During my forays into the north for conferences at the
University of Sunderland I twice visited Tynemouth – just half an hour on the
bus (the N56 from Roker, as I recall) up the coast, then the passenger ferry
across the Tyne and a walk of a few kilometres around some very picturesque
areas. I’ll come back to this a time or two for the vistas of the estuary by
evening or a look at other attractions, but this time I’d like to touch down on
the historic north headland, a high promontory guarding access to the river. No
wonder the Normans
built a castle there.
These photos were taken on my 2010 trip. I had
pressure-related problems with my right ear while flying and spent the entire
trip very ill, I twice visited doctors, once a free clinic in London ,
the other a local surgery in Whitby ,
arranged by the boarding house I was staying at.
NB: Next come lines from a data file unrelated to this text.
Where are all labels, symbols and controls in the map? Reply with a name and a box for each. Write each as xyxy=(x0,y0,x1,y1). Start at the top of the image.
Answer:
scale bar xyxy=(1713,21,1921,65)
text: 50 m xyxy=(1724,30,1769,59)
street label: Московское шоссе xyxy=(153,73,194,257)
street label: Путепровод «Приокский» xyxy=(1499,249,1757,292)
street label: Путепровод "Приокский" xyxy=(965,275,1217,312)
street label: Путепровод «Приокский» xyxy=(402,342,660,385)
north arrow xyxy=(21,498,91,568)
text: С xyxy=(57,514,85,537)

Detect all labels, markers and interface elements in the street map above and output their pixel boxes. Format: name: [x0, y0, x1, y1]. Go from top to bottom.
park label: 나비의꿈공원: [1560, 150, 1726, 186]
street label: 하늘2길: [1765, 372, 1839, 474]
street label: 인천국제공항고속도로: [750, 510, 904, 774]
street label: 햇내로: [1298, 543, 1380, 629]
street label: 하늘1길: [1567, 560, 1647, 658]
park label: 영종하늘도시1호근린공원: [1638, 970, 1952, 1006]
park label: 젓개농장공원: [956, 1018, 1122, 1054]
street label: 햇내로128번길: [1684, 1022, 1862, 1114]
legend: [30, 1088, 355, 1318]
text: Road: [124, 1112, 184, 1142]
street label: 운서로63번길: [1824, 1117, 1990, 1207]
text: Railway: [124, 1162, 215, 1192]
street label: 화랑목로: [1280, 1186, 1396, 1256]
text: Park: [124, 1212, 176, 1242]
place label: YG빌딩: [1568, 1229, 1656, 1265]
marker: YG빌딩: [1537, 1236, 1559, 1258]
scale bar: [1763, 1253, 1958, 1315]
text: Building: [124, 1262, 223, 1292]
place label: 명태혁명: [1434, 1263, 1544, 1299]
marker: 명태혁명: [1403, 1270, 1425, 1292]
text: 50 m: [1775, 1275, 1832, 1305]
I slogged through the trip and
was not well for months, but I certainly gathered some photographs while I was
there, four flashcards worth.
November is a very changeable month in the UK , the last
sunny days presaging the coming of snow in some years, at other times it’s
really just rain. In 2010 the sun was shining through the wind was chill, and
the pictures benefited from the light.
After leaving the ferry one walks east on the river bank
through picturesque old sea-village areas, quaint pubs that drip history, past
the memorial to Admiral Collingwood – more about that in another post – until
coming to the headland. The ruins are not very impressive from a distance but
up close they have much to offer, and are administered by British Heritage,
whose red and white flag flies over the castles they preserve.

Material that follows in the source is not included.